Updated: Mar 5, 2020
My relationship with stuff is constantly evolving. Looking back one turning point was zip lock bags. They were never a regular purchase in our household until I took my newborn on a driving holiday through Italy. My mummy group was unanimous that zip lock bags would make travelling with a baby easier.
So there we were ready to board our flight Los Angeles to Rome. Our backpack stuffed full. Large zip locks to separate the three changes of tiny clothes. Small zip lock for clean dummies. Medium zip lock with Tylenol, Gripe Water, Sudocrem and a thermometer. And some spares to stash poopy nappies.
My relationships with zip locks had begun. They were convenient. And cheap. And easy to dispose of. And the ones at IKEA...I’ve mentioned before…colour coded by size and oh, so aesthetically pleasing. They solved the problem. Or did they?
Three years later I came across the book ‘Simplicious Flow’ by Sarah Wilson. When speaking to a friend she said ‘the one where she uses only 5 zip locks a year?!’. Yep, that one.
The book suggests washing and reusing the zip locks you have until they split. When you’ve run out repurpose a plate or bowl by placing on top of your leftover dinner before placing in the fridge. This makes sense, and yet conflicts with the disposal, single-use society we live in today. And it made me feel uncomfortable.
Our lives are flooded with products designed to make our lives easier. More convenient. Yet, I’m becoming convinced they’re making our life more complicated. Our bathroom cabinets are overflowing. We can’t see the back of our kitchen pantries. Every time we go to the supermarket there are NEW and IMPROVED versions to deliberate over. Not forgetting the excessive packaging. And with all this noise I believe we’re losing the wonderfully satisfying human trait of self-sufficiency.
So, I began to wash my zip locks and yes, it was annoying and cumbersome compared to tossing them in the bin, but something happened. They began to hold a value I had not assigned to them when I treated them as a single-use product. And that made me think more about the impact my consumption had on our planet. It seemed pretty abstract. And overwhelming. How do we measure our use of something like a ziplock bag against what the world as a whole is consuming? We can’t. I’d tell myself things like ‘I’m only one person’ and ‘at least I’m recycling’. With something this big, it’s easy to think that your action doesn’t matter and like my friend, that someone else is crazy for trying.

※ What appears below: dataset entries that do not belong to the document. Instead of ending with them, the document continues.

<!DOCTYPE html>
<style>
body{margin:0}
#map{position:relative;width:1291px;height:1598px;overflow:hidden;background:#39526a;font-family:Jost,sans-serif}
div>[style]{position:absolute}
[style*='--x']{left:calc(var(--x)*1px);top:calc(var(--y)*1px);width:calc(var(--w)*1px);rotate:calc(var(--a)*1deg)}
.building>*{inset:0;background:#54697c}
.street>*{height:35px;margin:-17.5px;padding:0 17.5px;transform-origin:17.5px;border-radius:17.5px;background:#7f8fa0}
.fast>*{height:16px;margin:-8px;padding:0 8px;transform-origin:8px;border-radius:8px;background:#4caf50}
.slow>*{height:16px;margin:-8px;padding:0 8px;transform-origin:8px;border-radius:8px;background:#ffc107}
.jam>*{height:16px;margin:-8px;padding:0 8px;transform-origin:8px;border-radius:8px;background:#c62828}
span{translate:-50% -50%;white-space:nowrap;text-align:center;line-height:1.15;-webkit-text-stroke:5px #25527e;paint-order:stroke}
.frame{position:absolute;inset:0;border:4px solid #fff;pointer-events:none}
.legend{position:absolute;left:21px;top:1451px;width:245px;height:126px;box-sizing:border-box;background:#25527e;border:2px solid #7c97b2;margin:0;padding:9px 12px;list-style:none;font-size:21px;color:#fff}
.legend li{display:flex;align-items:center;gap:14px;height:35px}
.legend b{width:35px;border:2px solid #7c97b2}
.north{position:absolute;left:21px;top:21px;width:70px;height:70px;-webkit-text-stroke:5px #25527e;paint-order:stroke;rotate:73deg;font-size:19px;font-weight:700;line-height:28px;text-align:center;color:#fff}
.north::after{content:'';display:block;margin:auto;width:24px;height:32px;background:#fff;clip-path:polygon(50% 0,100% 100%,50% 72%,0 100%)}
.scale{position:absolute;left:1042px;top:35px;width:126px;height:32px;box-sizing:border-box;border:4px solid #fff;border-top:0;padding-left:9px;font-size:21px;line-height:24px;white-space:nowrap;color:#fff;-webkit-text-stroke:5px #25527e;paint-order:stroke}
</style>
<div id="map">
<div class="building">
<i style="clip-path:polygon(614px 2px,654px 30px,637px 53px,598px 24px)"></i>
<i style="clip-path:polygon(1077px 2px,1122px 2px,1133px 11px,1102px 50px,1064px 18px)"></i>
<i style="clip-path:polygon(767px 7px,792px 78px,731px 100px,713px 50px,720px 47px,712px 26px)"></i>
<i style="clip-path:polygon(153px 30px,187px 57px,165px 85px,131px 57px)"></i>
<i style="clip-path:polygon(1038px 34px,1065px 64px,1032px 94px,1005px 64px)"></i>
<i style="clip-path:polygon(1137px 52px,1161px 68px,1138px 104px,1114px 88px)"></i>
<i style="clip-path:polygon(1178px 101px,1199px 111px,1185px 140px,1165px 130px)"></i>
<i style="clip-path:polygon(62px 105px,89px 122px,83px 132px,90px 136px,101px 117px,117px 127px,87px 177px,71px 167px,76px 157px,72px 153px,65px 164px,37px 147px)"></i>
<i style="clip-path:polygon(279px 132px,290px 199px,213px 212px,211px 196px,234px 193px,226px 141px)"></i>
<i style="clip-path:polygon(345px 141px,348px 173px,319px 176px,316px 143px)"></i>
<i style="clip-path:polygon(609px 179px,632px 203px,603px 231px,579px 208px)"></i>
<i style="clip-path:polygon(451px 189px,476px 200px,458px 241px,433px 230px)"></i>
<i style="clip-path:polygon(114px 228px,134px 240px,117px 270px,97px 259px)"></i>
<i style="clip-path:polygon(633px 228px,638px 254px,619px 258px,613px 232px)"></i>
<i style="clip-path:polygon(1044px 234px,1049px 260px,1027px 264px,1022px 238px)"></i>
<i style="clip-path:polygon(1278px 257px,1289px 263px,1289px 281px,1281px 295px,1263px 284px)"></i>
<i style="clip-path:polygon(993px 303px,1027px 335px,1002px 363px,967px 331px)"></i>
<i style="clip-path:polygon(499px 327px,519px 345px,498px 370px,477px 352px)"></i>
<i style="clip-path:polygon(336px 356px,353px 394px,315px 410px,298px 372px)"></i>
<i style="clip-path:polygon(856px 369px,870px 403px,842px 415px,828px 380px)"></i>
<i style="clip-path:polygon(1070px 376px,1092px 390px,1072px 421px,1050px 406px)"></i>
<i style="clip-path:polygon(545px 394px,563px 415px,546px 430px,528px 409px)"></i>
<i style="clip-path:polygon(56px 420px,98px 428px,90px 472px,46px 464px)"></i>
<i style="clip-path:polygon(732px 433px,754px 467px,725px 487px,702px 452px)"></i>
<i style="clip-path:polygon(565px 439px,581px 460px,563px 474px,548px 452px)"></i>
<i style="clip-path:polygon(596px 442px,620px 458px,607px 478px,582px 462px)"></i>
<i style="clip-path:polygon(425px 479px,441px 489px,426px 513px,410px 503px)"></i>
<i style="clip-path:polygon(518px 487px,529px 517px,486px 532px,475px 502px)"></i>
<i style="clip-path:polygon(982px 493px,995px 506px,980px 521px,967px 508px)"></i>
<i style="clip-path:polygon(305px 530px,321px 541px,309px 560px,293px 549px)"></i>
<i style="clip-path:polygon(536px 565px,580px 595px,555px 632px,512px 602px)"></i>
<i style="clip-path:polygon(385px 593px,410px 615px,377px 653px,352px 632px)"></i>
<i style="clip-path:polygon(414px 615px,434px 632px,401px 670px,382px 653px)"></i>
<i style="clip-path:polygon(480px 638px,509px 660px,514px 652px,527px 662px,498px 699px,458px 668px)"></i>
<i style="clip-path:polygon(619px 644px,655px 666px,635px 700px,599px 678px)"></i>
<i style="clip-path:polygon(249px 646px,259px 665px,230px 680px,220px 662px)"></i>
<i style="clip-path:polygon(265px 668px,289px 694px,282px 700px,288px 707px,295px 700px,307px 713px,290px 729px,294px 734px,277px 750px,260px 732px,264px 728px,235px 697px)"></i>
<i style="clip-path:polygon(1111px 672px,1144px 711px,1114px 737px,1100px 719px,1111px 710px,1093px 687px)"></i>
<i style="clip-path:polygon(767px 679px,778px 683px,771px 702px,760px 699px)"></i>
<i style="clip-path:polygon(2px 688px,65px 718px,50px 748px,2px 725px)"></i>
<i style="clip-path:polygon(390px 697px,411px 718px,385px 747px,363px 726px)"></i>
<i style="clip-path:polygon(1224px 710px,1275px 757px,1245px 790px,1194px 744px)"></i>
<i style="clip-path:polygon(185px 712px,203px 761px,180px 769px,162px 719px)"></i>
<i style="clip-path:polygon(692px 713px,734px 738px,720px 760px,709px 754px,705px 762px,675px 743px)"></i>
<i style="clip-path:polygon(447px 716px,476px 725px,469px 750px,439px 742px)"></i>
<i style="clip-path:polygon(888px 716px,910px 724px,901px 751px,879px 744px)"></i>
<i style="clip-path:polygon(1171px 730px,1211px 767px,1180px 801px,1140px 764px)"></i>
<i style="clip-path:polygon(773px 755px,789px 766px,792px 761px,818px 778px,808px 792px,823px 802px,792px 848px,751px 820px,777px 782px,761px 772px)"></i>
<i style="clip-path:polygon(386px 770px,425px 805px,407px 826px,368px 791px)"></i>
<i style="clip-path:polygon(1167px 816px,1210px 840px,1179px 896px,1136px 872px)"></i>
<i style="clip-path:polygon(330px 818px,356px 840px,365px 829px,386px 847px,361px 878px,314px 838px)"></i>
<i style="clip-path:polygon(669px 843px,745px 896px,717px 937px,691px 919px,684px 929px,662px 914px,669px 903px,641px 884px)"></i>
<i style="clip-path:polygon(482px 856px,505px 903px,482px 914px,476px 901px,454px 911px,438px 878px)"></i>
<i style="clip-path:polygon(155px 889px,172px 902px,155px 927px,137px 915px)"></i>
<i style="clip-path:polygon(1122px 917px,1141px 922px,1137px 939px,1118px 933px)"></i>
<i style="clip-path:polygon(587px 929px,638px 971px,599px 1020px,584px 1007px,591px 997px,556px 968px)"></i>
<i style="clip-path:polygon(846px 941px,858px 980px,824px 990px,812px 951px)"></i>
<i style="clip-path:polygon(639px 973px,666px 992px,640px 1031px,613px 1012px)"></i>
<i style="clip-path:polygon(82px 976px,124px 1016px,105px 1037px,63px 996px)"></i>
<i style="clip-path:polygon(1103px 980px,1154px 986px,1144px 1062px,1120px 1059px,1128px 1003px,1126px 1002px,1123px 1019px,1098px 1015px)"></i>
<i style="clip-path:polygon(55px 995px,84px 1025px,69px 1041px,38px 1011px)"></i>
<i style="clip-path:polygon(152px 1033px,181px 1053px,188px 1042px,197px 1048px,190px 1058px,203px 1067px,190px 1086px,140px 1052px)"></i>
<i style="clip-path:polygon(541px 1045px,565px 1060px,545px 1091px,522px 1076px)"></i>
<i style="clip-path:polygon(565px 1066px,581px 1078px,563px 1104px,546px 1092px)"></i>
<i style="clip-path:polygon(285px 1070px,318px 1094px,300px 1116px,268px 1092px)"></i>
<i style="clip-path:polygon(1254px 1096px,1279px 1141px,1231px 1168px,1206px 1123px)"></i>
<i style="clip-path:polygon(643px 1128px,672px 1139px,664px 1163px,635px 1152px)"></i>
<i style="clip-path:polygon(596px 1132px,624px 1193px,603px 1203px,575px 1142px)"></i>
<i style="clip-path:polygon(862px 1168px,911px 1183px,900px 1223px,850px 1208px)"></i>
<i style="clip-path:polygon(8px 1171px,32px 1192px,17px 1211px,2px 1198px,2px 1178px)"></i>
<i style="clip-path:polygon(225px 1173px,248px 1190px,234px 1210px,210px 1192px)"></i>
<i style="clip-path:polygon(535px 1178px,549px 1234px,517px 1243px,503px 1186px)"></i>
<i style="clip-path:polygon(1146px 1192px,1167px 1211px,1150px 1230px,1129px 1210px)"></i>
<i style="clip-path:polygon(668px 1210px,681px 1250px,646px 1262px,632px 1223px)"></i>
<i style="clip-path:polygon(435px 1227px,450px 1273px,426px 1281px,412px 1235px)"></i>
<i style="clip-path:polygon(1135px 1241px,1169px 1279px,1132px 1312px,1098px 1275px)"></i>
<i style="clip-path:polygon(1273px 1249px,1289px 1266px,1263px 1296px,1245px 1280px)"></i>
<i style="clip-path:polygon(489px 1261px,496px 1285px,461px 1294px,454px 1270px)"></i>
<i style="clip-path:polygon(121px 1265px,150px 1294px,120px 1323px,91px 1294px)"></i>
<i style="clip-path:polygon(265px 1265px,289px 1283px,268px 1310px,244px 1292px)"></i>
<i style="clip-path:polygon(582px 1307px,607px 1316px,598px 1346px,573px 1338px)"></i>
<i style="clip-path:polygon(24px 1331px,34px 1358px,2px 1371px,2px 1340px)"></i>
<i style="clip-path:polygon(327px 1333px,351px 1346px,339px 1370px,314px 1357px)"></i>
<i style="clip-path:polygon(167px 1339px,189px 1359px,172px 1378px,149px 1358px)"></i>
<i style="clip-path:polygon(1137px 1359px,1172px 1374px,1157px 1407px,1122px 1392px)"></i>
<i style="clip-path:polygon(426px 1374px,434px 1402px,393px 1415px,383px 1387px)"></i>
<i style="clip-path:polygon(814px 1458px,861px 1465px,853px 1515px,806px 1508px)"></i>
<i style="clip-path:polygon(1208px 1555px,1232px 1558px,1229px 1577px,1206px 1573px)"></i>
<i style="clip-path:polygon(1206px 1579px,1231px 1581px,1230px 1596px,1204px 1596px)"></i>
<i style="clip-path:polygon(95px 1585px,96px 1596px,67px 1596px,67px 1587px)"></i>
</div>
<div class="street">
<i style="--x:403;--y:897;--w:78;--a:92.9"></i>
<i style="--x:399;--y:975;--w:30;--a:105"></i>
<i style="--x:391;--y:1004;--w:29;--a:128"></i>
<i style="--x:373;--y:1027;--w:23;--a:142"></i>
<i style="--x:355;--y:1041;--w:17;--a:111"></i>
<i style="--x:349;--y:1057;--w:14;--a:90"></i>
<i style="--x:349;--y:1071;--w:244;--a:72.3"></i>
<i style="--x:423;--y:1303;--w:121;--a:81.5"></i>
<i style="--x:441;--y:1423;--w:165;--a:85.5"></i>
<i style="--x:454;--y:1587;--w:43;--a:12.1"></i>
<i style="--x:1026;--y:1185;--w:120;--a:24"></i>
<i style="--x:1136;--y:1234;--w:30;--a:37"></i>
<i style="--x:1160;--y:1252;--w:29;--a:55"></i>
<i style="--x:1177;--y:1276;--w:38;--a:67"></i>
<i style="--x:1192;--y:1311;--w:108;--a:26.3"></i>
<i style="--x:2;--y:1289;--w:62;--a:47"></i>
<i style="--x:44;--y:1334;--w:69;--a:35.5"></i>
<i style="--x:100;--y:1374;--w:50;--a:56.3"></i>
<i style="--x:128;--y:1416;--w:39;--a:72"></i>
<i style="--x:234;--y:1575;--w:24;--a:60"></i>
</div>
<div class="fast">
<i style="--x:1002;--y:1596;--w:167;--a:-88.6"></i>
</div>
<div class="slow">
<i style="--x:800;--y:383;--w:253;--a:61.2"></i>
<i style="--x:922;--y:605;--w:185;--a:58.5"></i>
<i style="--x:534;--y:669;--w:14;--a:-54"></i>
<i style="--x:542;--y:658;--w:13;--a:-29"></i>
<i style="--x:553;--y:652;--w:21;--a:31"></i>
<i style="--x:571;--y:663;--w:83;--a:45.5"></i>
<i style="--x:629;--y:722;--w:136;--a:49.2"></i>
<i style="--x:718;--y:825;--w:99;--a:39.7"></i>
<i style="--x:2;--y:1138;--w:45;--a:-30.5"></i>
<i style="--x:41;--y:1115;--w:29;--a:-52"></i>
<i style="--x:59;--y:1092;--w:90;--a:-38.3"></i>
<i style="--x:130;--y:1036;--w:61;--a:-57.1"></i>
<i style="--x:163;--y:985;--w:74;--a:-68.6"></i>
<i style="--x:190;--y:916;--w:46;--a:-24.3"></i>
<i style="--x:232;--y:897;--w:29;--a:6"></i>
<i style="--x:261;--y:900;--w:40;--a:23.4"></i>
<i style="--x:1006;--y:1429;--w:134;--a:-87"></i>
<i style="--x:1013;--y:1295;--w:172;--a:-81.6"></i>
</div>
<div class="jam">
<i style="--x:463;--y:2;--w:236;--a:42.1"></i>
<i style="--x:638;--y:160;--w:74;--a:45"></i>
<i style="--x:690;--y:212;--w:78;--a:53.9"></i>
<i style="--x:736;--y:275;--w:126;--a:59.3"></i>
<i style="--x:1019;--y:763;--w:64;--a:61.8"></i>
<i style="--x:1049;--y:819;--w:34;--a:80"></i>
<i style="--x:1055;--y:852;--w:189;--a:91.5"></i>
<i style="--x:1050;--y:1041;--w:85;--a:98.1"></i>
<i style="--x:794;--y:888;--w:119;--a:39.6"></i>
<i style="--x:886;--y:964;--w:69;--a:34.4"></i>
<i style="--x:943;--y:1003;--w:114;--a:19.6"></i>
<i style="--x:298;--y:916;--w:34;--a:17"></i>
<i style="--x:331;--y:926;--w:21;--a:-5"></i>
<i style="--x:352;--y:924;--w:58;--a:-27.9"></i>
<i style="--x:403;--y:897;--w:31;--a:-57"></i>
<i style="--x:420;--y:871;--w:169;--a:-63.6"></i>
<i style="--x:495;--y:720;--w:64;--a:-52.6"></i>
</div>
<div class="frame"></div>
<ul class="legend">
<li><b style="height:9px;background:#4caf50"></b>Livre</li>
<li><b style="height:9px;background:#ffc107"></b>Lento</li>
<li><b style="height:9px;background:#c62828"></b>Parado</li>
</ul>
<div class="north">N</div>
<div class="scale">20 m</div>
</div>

Yet, Sarah’s action inspired me. I don’t buy zip locks anymore, but I do have a bag in the laundry comprised of my old and preloved IKEA zip locks. As well as the many that come into our house in the form of packaging other products. They’re there if I need them, but I find I don’t use them as frequently as I did. I’ve become more self-sufficient and focus on reusing and repurposing things I already have. Not just zip locks! There’s abundance around us, we just need to look for it.
And there is actually a way to see how our consumption impacts the world. Check out Earth Overshoot Day which marks the date when humanity’s demand for ecological resources and services in a given year exceeds what Earth can regenerate in that year. If the world’s population lived like Australian’s in 2019 we’d need 4.1 Earth’s to meet our consumption.
Here are some more kitchen products I’ve ditched in favour of a more sustainable way:
Cling Wrap - Reusable containers or bowl over plate trick. I haven’t purchased cling wrap in over a year now. And if a piece does enter into our home via another means I reuse it.
Kitchen Sponges - Compostable options like coconut fibre scrub pad and 100% cotton squares my mum crochets
Plastic Dish Brushes - Wooden dish brush with replaceable natural bristle heads. My current head is nine months old and going strong.
Baking Paper - Wash and reuse. You should get a few uses out of each piece. When your current supply is finished grease pans with butter. If purchasing the most sustainable option is If You Care (unbleached, chlorine-free, FSC certified).
Paper Towel - Tea towels work well for spills. Then chuck them in the wash. If purchasing the most sustainable option is Who Gives A Crap made from a blend of bamboo and sugarcane (I still have a small supply & use sparingly).
Bin liners - Line with newspaper instead of plastic bags (if you compost your organics your rubbish should be fairly dry). It took me around 6 months to work up to this. Again I felt uncomfortable about this swap. I think this is part of the process of change. And I’m now working up to ditching the newspaper and simply washing out my bin when needed like our grandparents would have done.
We can’t do everything at once, but we can try one thing at a time. Experiment. Allow ourselves to feel uncomfortable. To fail. And ultimately find a better way.